8/18 Snakes On A Plane
9/01 Trust the Man
9/01 The Illusionist
9/01 Crank
9/08 Hollywoodland
9/15 The Last Kiss
9/15 The Black Dahlia
9/22 Renaissance
9/29 The Science of Sleep
10/11 Running With Scissors
10/13 The Fountain
10/20 The Prestige
10/27 Babel
12/08 The Holiday

It's worth noting that two of these films, The Illusionist and The Prestige, are period pieces about magicians, while Hollywoodland and The Black Dahlia are both period detective pieces based on true stories of real Hollywood killings. There is no way all this shit is coincidental.

Apr. 19th, 2006

me

The Leak of a Lifetime

AHHH! My mind!

"10,000 Days" has leaked, and it's fucking half an hour away from downloading.

Fucking ducats, man.

Feb. 19th, 2006

me

I Love You But I've Chosen Darkness

I'm moody and lonesome and sad.

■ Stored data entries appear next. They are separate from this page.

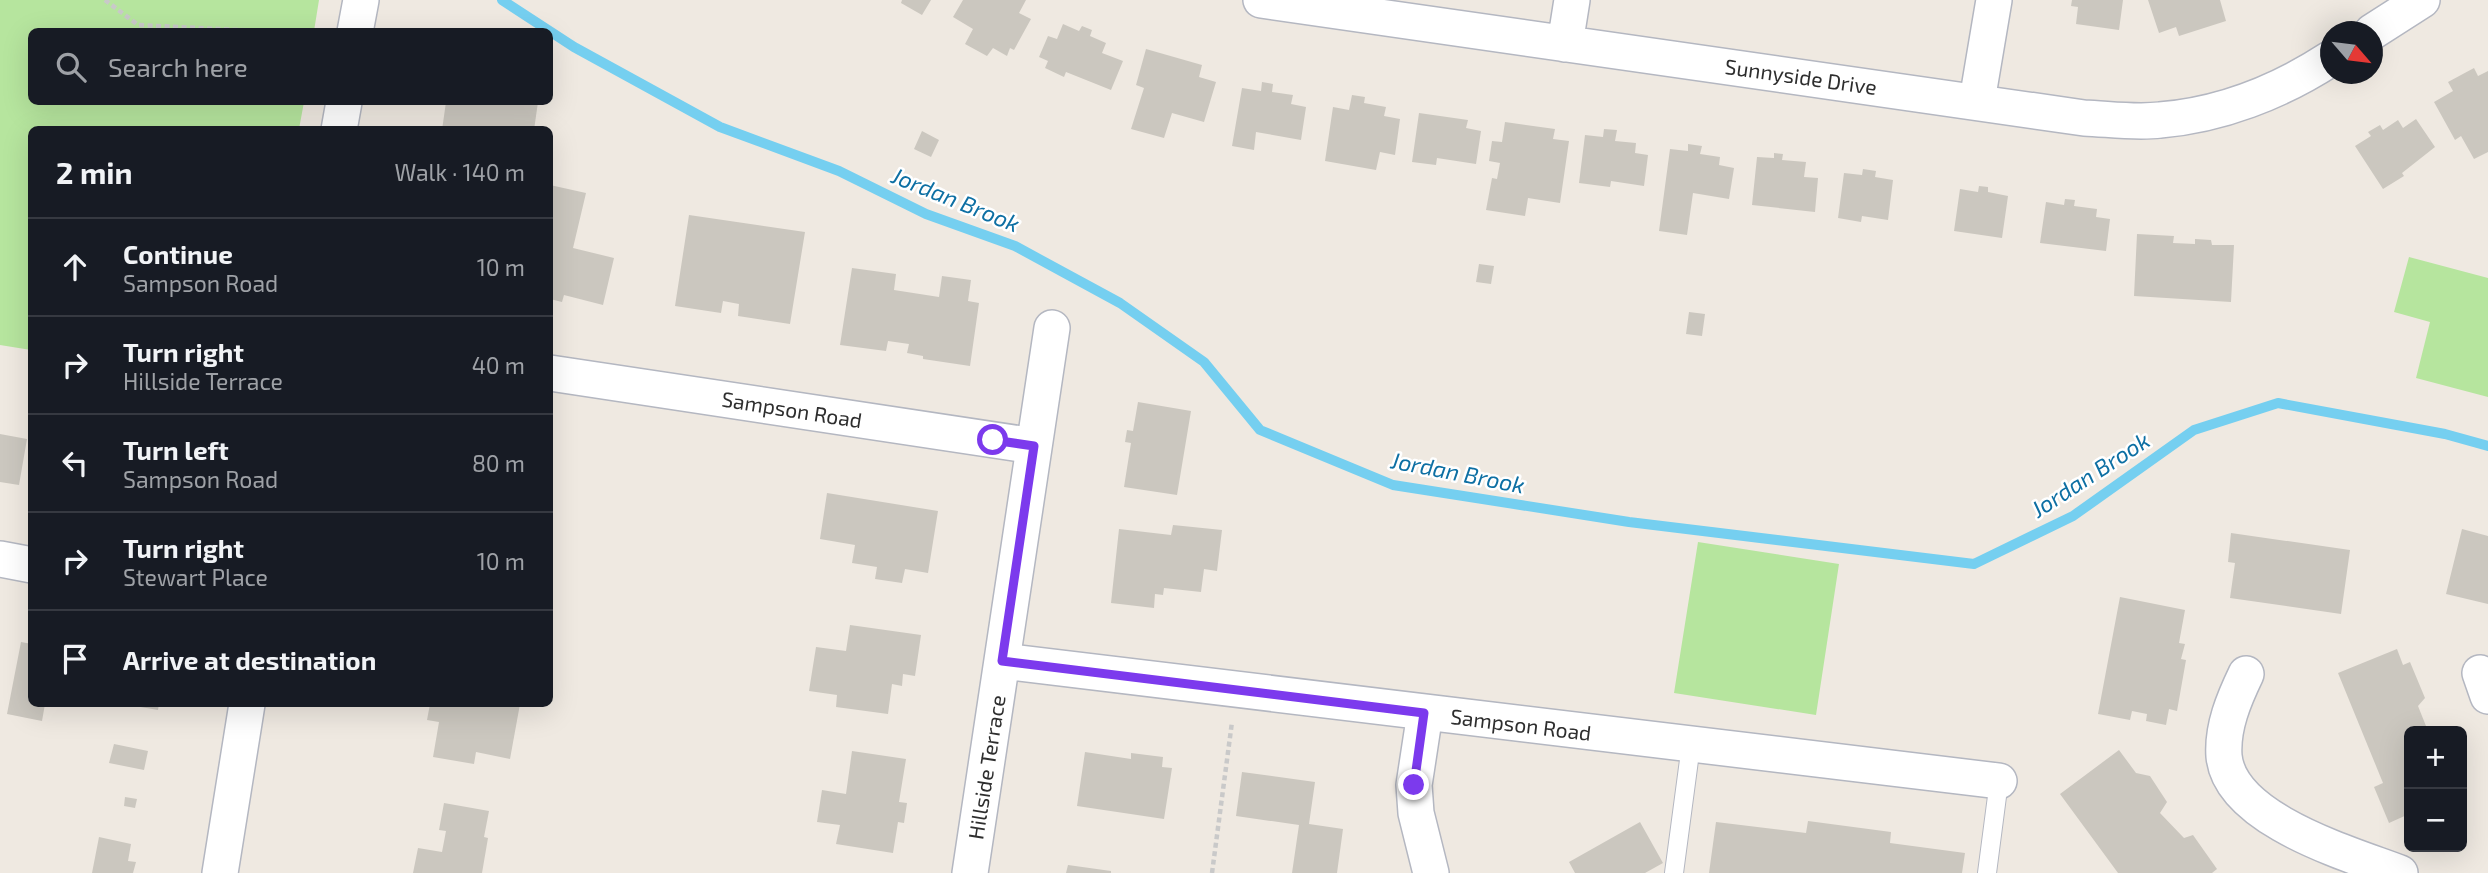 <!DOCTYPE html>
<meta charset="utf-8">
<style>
body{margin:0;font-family:"Exo 2",sans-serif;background:#242831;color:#f1f3f6}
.controls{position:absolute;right:21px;bottom:21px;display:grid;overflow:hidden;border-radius:10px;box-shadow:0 7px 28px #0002}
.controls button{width:63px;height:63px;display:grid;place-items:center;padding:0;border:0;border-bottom:2px solid #363941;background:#171b24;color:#f1f3f6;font:35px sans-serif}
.compass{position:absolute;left:2320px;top:21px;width:63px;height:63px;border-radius:50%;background:#171b24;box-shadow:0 7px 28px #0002;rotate:118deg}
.stop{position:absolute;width:21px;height:21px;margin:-16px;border:5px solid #7c3aed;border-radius:50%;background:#fff}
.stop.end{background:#7c3aed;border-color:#fff;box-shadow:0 2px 7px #0008}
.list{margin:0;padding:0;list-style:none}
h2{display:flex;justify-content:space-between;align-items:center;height:91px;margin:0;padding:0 28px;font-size:30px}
h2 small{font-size:23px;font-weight:400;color:#9ea1a6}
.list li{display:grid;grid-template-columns:46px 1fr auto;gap:21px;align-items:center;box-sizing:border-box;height:98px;padding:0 28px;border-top:2px solid #363941}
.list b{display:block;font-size:26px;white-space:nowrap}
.list p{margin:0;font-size:23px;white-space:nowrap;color:#9ea1a6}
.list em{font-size:23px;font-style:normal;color:#9ea1a6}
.icon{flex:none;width:38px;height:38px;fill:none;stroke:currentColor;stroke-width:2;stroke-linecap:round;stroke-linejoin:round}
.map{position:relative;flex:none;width:2488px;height:873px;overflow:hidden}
.search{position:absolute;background:#171b24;box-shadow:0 7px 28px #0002;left:28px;top:28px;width:525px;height:77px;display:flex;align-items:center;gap:18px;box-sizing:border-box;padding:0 24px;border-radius:10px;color:#9ea1a6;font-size:26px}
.panel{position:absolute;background:#171b24;box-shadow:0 7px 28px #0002;left:28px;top:126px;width:525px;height:581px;border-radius:10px}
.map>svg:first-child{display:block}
.green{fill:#b6e59e}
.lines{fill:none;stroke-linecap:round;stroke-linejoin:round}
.stream{stroke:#75cff0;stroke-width:10}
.building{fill:#cbc7bf}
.lane-casing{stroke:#b4b7c1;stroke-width:20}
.street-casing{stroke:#b4b7c1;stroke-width:38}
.path{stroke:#c9c9c9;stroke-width:4.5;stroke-dasharray:5 3.5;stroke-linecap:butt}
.lane{stroke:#fff;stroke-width:18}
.street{stroke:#fff;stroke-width:35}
.route{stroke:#7c3aed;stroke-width:9}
.labels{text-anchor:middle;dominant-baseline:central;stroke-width:5;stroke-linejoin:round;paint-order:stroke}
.street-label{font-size:21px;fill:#2e2e2e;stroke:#fff}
.water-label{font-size:23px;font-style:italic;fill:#0d6fa3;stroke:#fff}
</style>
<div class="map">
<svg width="2488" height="873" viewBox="0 0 2488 873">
<rect width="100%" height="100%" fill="#efe9e1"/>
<path class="green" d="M0,0h319l-5,31 -282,1v70h272l-5,27 -267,1 -1,220 -31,-5z
M2409,257l79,21v119l-72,-19 14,-56 -36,-10z
M1698,542l141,22 -23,151 -142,-22z"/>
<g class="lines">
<path class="stream" d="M502,0l72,47 146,80 119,44 87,43 89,32 105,57 84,59 56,68 133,55 236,37 345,42 99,-48 121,-86 84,-27 167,31 43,12"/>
</g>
<path class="building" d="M902,0h29l-9,15 -21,-12z
M963,0h63l-7,13 12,6 -17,31 -4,-2 -3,8 -14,-8 -6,8 -22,-12 8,-15 -20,-12z
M2072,0h51l-4,30 -43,-6 2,-17 -7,-1z
M2148,0h72l6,21 -47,15 -3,-9 -17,6z
M1063,24l16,7 3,-5 10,4 -2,6 16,7 -4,10 21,8 -12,29 -45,-18 -2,5 -19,-9 3,-7 -9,-4 9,-21 9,3z
M1146,49l56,16 -3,12 17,5 -12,40 -32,-9 -8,25 -33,-9 13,-41 -8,-3z
M2474,68l4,8 10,-5v81l-14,7 -13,-23 -6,4 -21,-38 19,-11 -5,-9z
M1262,82l11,2 -1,8 21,3 -2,9 15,3 -5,33 -45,-8 -2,18 -22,-4 10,-58 19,3z
M1352,95l13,2 -1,6 22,4 -2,9 16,3 -5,36 -15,-3 -4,18 -51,-9 8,-54 16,3z
M446,102h92l-4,28h-92z
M1419,113l49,7 -2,8 15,3 -5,33 -39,-6 -1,7 -24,-3z
M2416,119l19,28 -33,26 2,3 -21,13 -28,-43 16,-10 -3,-4 12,-7 3,5 15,-10 5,8z
M1505,122l50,7 -2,10 16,2 -9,62 -32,-5 -3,18 -39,-6 6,-32 5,1 3,-16 -11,-2 3,-20 10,1z
M1604,129l13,1 -2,11 21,2 -1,10 13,2 -4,31 -33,-5 -1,6 -31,-4 6,-48 18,2z
M922,131l17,9 -8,17 -17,-8z
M1688,144l14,2 -2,8 20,3 -1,8 15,3 -5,31 -36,-6 -6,42 -28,-4 11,-82 18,2z
M1774,153l9,1 -1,6 24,2 -2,15 14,1 -3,34 -63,-7 5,-48 17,1z
M1863,169l13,2 -1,6 18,3 -5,40 -26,-4 -1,6 -23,-4 6,-45 18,2z
M550,185l36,8 -13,55 41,10 -11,47 -39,-10 -2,7 -12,-3z
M1979,186l9,1v5l20,4 -6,42 -48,-7 6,-42 18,3z
M2065,199l10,1 -1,6 23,3 -1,8 14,2 -4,32 -66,-8 6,-41 18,3z
M689,215l116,17 -15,92 -52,-8 1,-12 -16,-3 -2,12 -46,-7z
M2137,234l37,2 -1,7 22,1v-5l16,1 1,5h22l-3,57 -97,-6z
M1479,264l15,2 -3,18 -15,-2z
M852,268l44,6 -2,16 45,7 3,-21 29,4 -3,21 11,2 -9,63 -47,-7v-3l-16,-3 2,-9 -21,-3 -2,10 -46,-6z
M1689,312l16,2 -3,22 -16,-2z
M1138,402l53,9 -14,84 -53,-8 7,-44 -6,-1 2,-12 6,1z
M0,434l27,5 -8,46 -19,-3z
M827,493l111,18 -10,62 -23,-4 -3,14 -27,-4 2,-12 -25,-4 3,-18 -35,-6z
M1173,525l49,5 -5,41 -13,-2 -3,23 -37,-4 -1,7 -8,-1 -1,14 -43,-5 8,-74 52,6z
M2462,529l26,7v68l-42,-10z
M2231,533l119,17 -9,64 -111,-16 5,-35 -7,-1z
M2120,597l65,13 -6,33 6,1 -4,15 5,1 -9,51 -8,-2 -3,16 -20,-4 1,-7 -15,-3 -2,9 -32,-6z
M850,625l71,10 -6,41 -12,-2 -1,12 -10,-2 -4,30 -52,-7 1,-12 -28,-4 7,-44 30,4z
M21,642l11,2v60h13l-3,17 -35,-7z
M2397,649l6,16 7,-3 15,36 -7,8 10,25h-19v83l-20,9 -15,-36 9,-4 -45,-110z
M123,704h36l-1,6z
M430,704h90l-10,55 -34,-7 -2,12 -41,-7 6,-35 -12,-2z
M114,744l34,7 -4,19 -35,-7z
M2119,750l17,23 14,3 17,26 -7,11 24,25 9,-3 24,34 -5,4h-94l-58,-79z
M852,751l54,8 -7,43 8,1 -3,20 -6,-1 -5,31 -57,-9 4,-19 -23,-3 5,-32 24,4z
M1085,752l46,7v-6l32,4 -1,10 10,1 -8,51 -87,-13z
M1242,772l73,10 -6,42 34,5 -6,44h-45l7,-48 -63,-9z
M125,797l12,2 -2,9 -11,-2z
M444,803l45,8 -5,26 4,1 -6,35h-69l5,-25 24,4 4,-21 -7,-1z
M1808,821l83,11 -1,11 75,10 -3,20h-253l7,-51 90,11z
M1640,822l23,41 -18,10h-70l-6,-11z
M99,837l32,7 -3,17 8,1 -3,11h-41z
M1068,865l43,6v2h-45z"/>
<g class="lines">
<g class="lane-casing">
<path id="lane" d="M1674,873l17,-128
M1987,873l12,-92"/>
</g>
<g class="street-casing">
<path id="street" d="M1261,0l823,118c25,1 51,5 76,2 60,-5 119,-28 170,-61
M355,32l6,-32
M2372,32l50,-32
M1565,44l7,-44
M1977,101l17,-101
M339,130l5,-28
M550,373l484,73
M0,559l32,6
M1002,661l997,120
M2480,673l8,23
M2246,674c-12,25 -24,53 -22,82 6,64 126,98 176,117
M1425,713l-11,72 2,28 15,60
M220,873l27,-169
M970,873l82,-545"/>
</g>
<path class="path" d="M105,0l33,25 143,7
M1212,873l20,-151"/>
<use href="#lane" class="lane"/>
<use href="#street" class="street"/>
</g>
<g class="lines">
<path class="route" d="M993,440l41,6 -32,215 422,52 -10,72"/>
</g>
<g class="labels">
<g class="street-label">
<text transform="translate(1801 76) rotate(8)">Sunnyside Drive</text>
<text transform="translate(792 409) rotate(9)">Sampson Road</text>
<text transform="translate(1521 724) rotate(7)">Sampson Road</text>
<text transform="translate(986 767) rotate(-81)">Hillside Terrace</text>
</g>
<g class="water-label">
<text transform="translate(956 199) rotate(22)">Jordan Brook</text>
<text transform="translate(1458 472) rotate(11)">Jordan Brook</text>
<text transform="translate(2090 474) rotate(-33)">Jordan Brook</text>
</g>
</g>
</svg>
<div class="controls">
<button>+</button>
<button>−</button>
</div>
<svg class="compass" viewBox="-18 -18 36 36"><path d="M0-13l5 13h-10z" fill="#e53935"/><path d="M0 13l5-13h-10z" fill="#9ea1a6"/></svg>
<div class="stop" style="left:993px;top:440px"></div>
<div class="stop end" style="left:1414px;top:785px"></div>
<div class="search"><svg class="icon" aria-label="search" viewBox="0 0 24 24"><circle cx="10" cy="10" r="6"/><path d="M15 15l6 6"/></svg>Search here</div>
<section class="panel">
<h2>2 min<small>Walk · 140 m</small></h2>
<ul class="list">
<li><svg class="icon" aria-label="ahead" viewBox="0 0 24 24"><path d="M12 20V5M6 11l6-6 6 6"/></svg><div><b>Continue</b><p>Sampson Road</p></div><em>10 m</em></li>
<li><svg class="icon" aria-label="right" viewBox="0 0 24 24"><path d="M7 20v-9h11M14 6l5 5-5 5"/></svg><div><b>Turn right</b><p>Hillside Terrace</p></div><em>40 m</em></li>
<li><svg class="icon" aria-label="left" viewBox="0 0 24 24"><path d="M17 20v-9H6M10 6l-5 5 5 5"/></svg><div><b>Turn left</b><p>Sampson Road</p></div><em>80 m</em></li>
<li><svg class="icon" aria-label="right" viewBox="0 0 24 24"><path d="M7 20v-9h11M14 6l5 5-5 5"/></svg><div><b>Turn right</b><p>Stewart Place</p></div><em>10 m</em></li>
<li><svg class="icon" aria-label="arrive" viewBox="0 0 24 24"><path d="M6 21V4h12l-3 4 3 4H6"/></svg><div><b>Arrive at destination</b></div></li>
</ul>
</section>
</div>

And I know it will go away tomorrow or the next day because it always does. But the thing that always worries me a little bit is that this is my 'true' self or my default state of mind and the rest of the time I'm just fooling myself or distracting myself from reality.

I am not proud of myself when I'm alone. I know that in and of myself I am unaccomplished, that I cannot set goals or do anything I think I want to do. I am driven entirely by my interactions with other people. Nothing creative is satisfying unless I experience it as part of a group - that's why I do improv and music. Alone in an apartment at night, it seems silly NOT to wonder if I exist. I only really feel defined by other people.

Anyhow, that's why I can't move to Chicago. And that's why I can't go to parties full of strangers.

God, what cliche LJ horseshit. This is why I don't post. But we'll press on.

I don't remember if I've always felt like this. I know I haven't recovered from losing the band. I don't talk about, you know, how I feel anymore. Did I lose my trust through attrition when I loved Nicole? When I loved Abby? I get so distraught about these people who have lied to me, but I have lied to them, too.

I wonder vaguely if I would feel more fulfilled if I blew away the TV show partition on my harddrive, or if I threw out all the shit I own. Would I be better off if I stopped masturbating, in all senses of the word? So many of the things I do fall into this category.

But none of that is going to happen, because it's just like cutting and dyeing your hair, and then a week later you're like, "Well, fuck, what now?" At least that's my perception.

.
.

On a related note, I'm sure that there are perfectly rational reasons for everything in the universe - I just don't find them aesthetically compelling. And for that, I am truly sorry.